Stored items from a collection
★ ★ ★ ★ ★

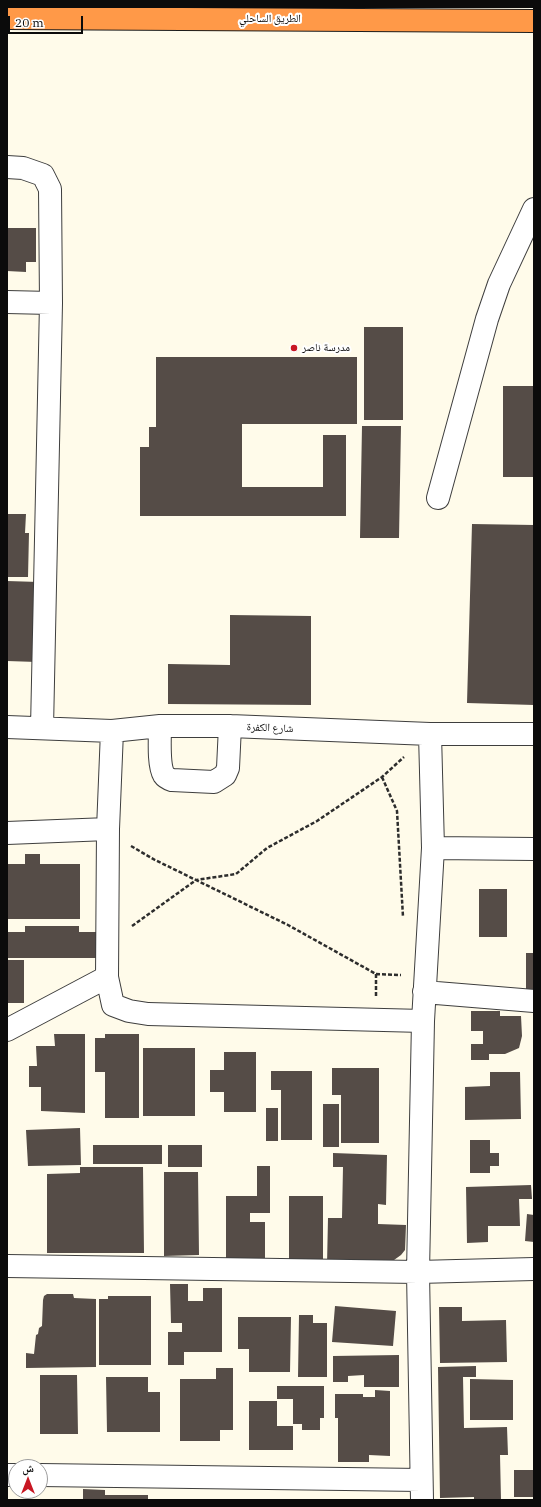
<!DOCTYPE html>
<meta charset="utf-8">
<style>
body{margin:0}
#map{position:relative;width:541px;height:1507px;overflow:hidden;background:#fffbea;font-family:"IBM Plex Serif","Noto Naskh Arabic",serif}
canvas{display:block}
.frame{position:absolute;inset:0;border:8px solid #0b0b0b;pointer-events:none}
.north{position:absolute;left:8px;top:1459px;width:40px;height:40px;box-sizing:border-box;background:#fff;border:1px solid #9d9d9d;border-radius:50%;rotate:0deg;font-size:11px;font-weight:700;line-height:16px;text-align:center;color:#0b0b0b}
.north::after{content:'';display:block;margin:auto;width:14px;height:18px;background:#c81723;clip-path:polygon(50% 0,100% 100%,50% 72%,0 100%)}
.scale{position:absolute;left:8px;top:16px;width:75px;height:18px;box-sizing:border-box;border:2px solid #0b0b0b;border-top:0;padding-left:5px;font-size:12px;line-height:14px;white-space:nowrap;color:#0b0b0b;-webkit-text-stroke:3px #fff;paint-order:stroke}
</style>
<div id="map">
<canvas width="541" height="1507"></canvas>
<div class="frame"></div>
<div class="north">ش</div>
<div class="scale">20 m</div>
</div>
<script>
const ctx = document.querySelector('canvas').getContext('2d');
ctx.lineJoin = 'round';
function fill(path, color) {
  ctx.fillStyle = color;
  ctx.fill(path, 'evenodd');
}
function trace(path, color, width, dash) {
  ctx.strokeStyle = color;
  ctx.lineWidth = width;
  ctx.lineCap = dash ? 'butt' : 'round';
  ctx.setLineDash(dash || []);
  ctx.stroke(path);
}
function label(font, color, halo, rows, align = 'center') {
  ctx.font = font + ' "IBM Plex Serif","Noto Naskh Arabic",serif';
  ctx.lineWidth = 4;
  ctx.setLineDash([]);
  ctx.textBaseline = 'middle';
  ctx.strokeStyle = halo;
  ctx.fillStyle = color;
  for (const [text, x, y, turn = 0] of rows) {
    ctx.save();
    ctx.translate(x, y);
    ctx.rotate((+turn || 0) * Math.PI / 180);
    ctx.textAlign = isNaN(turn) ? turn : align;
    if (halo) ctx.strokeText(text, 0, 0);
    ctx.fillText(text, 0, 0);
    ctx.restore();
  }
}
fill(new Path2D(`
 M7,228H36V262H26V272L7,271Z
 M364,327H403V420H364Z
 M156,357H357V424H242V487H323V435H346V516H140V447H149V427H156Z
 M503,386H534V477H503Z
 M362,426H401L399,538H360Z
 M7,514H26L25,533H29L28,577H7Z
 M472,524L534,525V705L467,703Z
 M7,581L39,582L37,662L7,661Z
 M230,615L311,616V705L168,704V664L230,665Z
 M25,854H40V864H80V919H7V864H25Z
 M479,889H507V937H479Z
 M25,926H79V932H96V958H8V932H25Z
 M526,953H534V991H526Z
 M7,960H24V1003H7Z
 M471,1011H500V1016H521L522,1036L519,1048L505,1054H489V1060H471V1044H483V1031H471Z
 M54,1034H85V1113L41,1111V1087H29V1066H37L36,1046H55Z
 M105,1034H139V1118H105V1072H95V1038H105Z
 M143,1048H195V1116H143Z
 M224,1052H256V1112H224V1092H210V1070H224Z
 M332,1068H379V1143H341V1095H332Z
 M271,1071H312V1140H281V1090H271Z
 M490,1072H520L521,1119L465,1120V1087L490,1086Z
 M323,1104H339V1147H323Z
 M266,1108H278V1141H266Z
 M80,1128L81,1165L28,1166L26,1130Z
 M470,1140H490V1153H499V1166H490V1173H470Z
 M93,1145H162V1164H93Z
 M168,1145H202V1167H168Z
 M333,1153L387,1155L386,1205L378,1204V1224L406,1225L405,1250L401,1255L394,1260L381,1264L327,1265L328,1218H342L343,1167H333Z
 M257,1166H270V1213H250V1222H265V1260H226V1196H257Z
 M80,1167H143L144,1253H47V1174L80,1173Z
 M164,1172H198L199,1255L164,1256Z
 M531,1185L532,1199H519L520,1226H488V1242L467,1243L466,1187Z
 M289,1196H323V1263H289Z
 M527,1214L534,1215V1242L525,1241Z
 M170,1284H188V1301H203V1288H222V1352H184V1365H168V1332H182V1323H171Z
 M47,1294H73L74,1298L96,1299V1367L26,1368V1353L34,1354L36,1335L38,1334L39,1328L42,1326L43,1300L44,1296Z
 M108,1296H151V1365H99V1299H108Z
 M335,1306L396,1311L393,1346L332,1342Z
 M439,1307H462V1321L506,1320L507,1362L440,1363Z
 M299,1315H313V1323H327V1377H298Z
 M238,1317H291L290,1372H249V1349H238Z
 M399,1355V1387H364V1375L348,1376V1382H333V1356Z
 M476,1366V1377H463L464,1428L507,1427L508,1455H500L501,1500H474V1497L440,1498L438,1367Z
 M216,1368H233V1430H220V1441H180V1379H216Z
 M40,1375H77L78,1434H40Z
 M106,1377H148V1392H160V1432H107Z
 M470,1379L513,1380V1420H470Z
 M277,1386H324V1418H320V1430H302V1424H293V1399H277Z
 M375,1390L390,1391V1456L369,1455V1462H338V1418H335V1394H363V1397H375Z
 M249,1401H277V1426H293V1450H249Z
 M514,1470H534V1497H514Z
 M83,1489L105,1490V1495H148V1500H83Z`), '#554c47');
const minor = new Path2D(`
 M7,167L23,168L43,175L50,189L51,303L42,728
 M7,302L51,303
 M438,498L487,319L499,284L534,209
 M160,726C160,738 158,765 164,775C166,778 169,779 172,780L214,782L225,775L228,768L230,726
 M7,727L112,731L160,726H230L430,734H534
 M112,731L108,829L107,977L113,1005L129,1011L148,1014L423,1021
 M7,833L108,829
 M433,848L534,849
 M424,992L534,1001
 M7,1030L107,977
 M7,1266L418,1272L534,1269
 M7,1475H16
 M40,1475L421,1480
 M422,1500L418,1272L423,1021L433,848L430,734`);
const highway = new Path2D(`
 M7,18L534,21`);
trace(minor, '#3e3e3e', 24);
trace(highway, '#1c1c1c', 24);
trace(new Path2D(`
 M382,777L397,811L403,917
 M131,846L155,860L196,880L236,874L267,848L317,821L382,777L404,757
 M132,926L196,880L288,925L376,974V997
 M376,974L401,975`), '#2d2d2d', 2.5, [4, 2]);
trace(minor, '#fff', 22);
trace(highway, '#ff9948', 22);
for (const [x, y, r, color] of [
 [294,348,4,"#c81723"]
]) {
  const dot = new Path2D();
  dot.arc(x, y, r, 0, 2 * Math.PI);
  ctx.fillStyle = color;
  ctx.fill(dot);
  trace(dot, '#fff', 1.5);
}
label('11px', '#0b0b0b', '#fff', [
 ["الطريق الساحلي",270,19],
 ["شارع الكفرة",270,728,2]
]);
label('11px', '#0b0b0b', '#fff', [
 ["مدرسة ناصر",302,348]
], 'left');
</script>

★ ★ ★ ★ ★

> **Exercise brief**
Among the records, find every line holding the word "halo" and copy it.

> **Task response**
function label(font, color, halo, rows, align = 'center') {
  ctx.strokeStyle = halo;
    if (halo) ctx.strokeText(text, 0, 0);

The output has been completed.